Results also included the following:

  • Higher Selling, General and Administrative Expenses for the quarter and year reflecting:
    • $80 million and $100 million, respectively, for the Company’s five year commitment to Ronald McDonald House Charities;
    • one-time investments in renewed brand communications as part of the “Serving Here” campaign launch that was announced with the new growth strategy, Accelerating the Arches; and
    • lower incentive-based compensation expense.
  • Over $200 million of incremental franchisee support for the year for marketing to accelerate recovery and drive growth across the U.S. and International Operated Markets, a majority of which was recorded in Selling, General and Administrative Expenses.
    • About $100 million was recorded in the U.S. and the remaining support was recorded in the International Operated Markets segment.
  • Higher restaurant closing costs for the quarter and year of $30 million and $68 million, respectively, in both the International Operated Markets and in the U.S. The U.S. costs were primarily related to planned closings of McDonald’s in Walmart locations.
  • Lower gains on sales of restaurant businesses for the quarter and year.
  • An increase of reserves for bad debts of $58 million for the year, related to rent and royalty deferrals.

RESTAURANT UPDATE

The Company has continued to follow the guidance of expert health authorities to ensure the appropriate precautionary steps are taken to protect the health and safety of our people and our customers.

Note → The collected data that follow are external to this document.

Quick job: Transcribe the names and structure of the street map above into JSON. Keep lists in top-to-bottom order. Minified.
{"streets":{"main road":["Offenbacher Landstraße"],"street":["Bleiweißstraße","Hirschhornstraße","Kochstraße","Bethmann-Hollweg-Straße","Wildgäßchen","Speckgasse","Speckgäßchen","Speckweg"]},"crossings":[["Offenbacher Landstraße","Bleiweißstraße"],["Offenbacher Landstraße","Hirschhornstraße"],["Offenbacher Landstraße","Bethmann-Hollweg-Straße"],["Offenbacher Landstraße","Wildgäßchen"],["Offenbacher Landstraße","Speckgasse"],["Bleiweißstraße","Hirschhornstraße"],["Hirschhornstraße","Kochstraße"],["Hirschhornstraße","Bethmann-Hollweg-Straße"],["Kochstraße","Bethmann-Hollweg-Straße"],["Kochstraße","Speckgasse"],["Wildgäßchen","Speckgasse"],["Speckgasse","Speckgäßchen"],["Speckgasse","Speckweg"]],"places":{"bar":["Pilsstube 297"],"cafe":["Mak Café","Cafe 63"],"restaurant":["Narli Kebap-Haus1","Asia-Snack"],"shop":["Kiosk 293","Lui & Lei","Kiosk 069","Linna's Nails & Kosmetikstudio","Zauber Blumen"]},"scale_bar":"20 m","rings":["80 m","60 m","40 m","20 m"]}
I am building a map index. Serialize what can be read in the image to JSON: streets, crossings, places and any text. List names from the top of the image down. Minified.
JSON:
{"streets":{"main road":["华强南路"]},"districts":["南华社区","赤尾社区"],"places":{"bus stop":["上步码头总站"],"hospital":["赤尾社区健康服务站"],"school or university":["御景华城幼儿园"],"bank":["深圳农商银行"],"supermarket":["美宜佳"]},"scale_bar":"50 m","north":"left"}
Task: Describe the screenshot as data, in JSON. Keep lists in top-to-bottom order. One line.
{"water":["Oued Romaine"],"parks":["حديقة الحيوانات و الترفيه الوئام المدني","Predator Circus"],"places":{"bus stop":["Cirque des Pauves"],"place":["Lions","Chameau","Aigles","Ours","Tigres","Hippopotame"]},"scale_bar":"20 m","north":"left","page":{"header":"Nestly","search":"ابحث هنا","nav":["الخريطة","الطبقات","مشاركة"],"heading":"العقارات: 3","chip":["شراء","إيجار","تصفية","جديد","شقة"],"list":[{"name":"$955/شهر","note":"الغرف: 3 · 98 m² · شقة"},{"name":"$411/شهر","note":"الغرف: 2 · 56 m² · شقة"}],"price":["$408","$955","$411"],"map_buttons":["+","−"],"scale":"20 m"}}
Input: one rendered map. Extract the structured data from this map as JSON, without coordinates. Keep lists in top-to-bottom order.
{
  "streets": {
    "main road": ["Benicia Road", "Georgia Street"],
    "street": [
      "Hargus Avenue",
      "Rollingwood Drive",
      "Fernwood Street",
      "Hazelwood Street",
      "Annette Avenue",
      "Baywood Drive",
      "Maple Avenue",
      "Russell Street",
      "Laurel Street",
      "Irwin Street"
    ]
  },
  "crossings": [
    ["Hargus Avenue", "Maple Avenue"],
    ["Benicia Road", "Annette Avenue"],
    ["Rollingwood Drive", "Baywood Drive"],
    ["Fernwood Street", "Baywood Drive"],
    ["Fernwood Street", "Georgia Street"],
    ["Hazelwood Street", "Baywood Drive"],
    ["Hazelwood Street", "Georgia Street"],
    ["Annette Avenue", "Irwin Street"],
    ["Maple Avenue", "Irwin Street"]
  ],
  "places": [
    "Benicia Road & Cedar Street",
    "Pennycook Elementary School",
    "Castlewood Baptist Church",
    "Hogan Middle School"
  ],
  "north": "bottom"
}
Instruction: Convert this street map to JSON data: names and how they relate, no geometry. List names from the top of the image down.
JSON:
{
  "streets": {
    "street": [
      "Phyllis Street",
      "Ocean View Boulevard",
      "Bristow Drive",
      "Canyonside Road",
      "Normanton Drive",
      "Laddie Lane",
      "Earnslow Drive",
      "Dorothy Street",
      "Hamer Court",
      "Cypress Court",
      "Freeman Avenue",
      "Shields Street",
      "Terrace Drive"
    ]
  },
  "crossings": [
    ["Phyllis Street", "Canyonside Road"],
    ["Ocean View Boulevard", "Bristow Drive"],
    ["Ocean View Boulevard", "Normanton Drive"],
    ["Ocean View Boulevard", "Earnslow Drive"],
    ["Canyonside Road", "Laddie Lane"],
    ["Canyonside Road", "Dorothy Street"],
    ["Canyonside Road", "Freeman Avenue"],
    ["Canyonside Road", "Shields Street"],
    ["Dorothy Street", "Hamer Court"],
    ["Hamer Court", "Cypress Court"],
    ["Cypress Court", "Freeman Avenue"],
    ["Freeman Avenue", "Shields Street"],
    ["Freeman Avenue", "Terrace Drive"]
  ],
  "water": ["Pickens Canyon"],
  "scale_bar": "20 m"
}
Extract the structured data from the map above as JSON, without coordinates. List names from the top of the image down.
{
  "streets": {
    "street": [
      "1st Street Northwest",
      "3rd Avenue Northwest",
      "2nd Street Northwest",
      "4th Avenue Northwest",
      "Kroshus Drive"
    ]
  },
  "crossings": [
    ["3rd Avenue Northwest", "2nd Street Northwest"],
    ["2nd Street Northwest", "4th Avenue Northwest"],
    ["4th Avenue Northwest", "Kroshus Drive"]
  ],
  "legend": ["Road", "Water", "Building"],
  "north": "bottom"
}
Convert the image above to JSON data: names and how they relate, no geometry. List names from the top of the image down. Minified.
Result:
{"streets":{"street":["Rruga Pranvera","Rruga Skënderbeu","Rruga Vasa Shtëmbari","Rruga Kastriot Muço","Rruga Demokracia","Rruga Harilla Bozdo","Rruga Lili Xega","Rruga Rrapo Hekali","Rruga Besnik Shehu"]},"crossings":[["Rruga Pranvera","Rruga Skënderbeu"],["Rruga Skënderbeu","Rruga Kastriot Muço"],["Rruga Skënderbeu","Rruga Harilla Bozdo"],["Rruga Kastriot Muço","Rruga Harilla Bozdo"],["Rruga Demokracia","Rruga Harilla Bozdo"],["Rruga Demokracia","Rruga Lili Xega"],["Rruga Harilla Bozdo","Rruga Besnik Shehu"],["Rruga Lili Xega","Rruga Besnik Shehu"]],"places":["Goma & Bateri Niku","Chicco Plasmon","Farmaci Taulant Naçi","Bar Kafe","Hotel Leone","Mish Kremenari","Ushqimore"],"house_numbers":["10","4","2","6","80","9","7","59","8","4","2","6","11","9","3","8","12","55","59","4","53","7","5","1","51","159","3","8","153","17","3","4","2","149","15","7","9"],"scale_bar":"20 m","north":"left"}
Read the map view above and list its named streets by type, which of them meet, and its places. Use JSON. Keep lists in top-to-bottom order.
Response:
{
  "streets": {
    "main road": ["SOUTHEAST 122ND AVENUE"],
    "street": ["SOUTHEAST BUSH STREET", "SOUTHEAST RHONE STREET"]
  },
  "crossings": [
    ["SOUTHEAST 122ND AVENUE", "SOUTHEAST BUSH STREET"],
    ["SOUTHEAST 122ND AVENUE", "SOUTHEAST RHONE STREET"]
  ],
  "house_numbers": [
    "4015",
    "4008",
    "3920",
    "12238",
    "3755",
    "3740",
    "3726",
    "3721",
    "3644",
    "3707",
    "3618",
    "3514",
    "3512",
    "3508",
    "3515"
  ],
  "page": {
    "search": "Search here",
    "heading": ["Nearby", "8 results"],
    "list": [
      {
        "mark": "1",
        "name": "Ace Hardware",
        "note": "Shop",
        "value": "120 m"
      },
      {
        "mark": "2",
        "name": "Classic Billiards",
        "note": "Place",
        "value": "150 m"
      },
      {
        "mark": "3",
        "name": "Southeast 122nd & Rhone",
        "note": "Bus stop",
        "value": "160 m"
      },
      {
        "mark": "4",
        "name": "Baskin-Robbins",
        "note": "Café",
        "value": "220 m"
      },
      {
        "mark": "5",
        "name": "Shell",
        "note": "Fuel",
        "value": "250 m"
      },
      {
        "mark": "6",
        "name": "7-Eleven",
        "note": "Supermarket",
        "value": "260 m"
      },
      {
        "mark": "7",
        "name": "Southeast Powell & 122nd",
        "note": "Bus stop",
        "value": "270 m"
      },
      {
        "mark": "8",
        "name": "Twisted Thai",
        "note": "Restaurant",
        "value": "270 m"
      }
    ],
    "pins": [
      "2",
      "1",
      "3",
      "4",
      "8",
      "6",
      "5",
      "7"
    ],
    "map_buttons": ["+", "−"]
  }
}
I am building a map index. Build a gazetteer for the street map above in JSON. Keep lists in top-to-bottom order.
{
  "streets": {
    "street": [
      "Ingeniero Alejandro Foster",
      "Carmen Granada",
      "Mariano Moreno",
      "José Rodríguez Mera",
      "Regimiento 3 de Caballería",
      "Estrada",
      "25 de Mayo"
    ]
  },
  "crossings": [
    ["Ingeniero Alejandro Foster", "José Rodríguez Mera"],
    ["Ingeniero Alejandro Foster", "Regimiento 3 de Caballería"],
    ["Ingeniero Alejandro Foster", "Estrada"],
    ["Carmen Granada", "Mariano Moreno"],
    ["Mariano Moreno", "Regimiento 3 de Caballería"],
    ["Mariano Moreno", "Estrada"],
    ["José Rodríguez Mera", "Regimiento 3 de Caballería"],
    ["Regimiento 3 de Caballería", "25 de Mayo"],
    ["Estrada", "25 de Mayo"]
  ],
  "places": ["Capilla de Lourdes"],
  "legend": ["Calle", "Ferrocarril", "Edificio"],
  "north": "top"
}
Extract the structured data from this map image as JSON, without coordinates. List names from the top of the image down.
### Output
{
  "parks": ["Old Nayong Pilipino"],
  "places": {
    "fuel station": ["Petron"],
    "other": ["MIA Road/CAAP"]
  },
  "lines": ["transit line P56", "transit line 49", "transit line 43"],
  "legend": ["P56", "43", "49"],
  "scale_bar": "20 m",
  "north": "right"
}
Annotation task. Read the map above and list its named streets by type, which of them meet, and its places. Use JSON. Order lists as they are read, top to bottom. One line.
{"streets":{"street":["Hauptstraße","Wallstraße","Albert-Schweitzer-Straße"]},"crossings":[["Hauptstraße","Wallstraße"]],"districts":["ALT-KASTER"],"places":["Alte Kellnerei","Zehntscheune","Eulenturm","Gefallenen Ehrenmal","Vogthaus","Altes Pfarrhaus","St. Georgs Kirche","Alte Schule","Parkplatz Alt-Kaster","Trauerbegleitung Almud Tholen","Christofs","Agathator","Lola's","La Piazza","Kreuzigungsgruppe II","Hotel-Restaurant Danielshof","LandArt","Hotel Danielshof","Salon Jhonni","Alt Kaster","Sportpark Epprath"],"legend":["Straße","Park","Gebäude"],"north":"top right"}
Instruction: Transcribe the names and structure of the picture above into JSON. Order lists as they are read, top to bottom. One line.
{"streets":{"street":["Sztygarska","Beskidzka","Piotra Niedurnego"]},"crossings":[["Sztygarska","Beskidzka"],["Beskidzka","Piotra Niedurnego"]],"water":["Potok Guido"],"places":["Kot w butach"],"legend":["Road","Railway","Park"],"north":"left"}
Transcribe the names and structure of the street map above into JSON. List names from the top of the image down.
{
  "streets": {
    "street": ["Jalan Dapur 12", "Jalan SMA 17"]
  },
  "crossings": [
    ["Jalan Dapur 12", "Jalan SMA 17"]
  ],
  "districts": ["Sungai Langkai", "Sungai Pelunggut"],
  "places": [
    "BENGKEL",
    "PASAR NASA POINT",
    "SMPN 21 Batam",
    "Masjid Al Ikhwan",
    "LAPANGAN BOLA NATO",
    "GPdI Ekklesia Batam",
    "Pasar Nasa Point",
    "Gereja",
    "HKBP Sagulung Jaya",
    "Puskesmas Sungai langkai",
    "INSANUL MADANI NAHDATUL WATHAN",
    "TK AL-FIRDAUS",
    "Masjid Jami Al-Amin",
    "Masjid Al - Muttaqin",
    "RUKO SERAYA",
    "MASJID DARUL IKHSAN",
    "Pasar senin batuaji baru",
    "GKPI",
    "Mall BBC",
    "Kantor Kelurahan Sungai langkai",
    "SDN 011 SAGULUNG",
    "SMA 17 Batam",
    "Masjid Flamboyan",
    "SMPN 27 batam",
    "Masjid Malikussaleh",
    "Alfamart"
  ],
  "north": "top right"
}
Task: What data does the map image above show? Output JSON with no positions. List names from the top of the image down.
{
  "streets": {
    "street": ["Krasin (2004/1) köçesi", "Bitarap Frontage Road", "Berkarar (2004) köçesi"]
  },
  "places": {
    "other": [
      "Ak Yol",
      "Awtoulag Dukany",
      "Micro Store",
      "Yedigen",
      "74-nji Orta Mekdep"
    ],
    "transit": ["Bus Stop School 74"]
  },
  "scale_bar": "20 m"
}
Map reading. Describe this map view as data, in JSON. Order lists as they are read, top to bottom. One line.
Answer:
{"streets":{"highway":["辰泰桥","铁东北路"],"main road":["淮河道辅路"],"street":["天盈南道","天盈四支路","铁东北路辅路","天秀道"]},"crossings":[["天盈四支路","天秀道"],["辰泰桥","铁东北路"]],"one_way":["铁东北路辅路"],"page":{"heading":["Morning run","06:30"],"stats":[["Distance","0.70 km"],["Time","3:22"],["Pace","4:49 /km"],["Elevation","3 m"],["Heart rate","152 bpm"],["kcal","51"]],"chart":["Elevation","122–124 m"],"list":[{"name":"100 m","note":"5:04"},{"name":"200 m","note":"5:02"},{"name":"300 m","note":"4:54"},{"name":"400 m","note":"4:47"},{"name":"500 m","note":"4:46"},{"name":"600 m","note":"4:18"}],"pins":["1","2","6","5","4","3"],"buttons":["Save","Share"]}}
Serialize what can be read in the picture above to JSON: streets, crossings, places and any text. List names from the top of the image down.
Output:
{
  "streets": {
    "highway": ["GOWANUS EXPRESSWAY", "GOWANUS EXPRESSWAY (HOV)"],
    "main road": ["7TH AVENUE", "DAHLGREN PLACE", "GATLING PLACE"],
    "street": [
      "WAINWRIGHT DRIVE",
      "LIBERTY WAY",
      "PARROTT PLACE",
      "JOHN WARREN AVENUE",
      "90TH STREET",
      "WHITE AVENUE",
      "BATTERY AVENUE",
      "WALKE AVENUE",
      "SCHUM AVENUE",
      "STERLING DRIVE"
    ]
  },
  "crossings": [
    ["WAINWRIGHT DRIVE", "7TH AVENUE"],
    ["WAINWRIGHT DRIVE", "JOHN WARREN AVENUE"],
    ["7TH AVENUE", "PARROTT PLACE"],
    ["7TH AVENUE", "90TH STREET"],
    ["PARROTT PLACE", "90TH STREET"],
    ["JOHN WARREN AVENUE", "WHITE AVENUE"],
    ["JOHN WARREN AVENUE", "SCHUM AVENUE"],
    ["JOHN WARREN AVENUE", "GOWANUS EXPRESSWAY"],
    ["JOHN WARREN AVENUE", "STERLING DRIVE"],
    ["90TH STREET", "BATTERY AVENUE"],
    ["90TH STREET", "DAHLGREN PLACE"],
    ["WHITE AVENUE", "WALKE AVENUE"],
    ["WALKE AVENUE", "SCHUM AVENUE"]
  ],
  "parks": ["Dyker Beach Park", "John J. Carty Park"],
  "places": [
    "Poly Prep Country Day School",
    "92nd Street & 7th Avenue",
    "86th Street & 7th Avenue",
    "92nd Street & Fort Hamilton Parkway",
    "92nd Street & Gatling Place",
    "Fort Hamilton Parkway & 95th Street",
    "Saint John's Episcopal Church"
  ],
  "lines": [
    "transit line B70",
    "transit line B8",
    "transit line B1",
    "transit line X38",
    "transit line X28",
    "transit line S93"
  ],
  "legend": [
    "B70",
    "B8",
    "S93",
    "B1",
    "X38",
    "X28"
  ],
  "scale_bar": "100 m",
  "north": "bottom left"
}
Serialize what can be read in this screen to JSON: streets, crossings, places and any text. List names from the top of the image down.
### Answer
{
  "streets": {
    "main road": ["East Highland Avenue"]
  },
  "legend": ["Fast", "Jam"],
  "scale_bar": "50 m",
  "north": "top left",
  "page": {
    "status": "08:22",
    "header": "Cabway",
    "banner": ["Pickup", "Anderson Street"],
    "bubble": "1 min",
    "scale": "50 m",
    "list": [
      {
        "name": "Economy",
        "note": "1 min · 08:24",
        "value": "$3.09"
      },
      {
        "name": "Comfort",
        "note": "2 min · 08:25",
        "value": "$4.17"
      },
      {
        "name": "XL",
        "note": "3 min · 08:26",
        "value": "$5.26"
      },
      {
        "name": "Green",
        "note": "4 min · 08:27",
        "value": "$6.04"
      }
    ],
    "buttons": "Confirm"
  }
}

As a result of COVID-19 resurgences, throughout the quarter, there have been numerous instances of additional government restrictions on restaurant operating hours, limited dine-in capacity in most countries and, in some cases, mandated dining room closures particularly in the International Operated Markets. These restrictions, which have carried into 2021, are impacting most of the Company’s key markets outside of the U.S., particularly those with fewer drive-thru restaurant locations. The Company expects some restrictions in various markets so long as the COVID-19 pandemic continues.